__AIM OF THE EXERCISE__: Copy the records below exactly, omitting any pictures they contain.

Start of Block

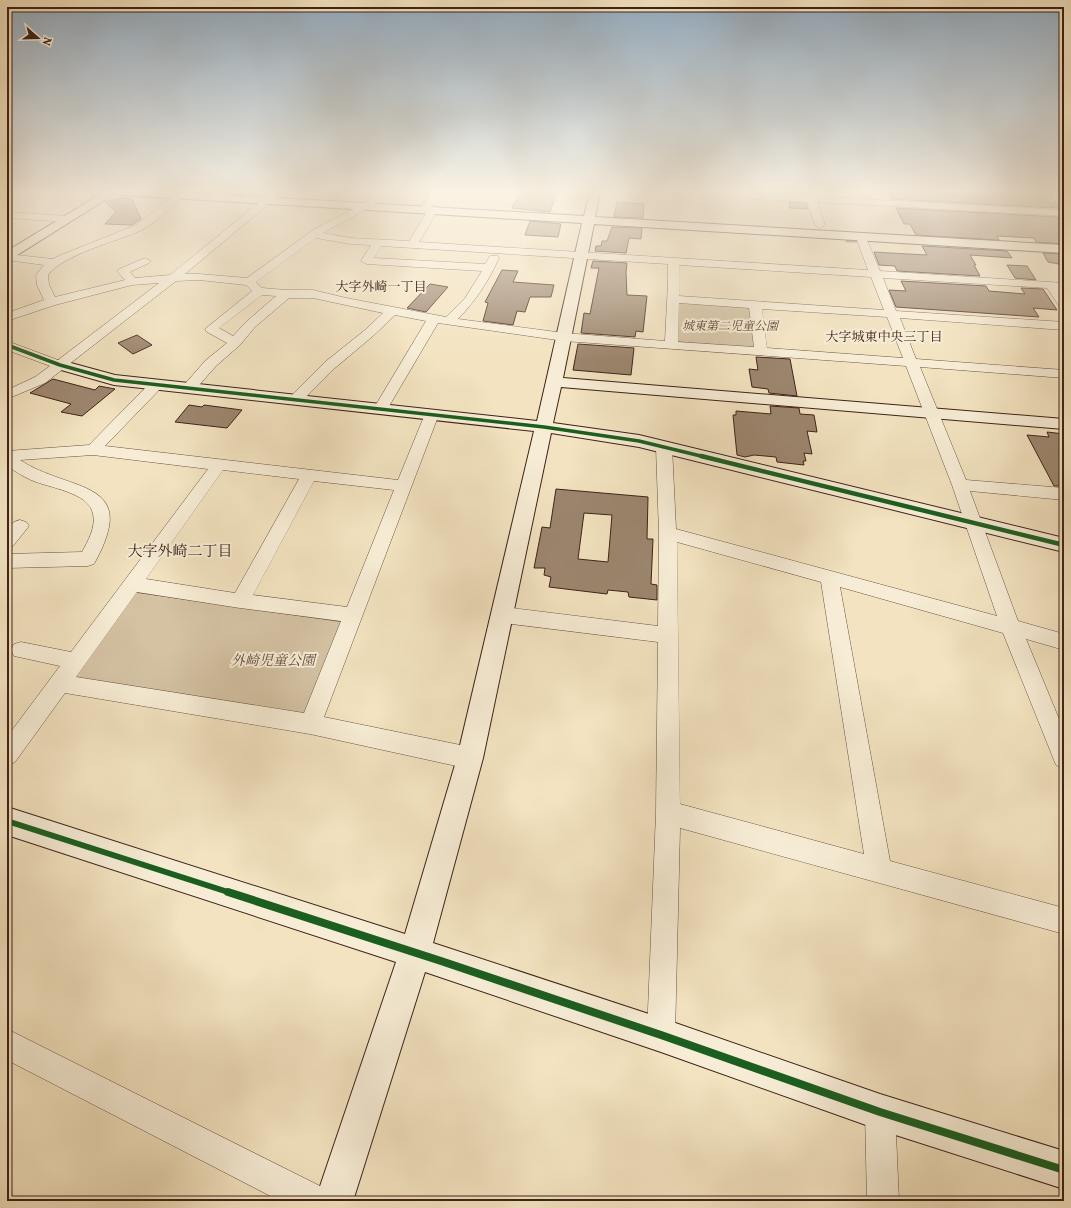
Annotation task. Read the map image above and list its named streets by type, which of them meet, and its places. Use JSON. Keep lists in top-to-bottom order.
{
  "districts": ["大字外崎一丁目", "大字城東中央三丁目", "大字外崎二丁目"],
  "parks": ["城東第二児童公園", "外崎児童公園"],
  "north": "right"
}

End of Block

__TASK SOLUTION__:
Annotation task. Read the map image above and list its named streets by type, which of them meet, and its places. Use JSON. Keep lists in top-to-bottom order.
{
  "districts": ["大字外崎一丁目", "大字城東中央三丁目", "大字外崎二丁目"],
  "parks": ["城東第二児童公園", "外崎児童公園"],
  "north": "right"
}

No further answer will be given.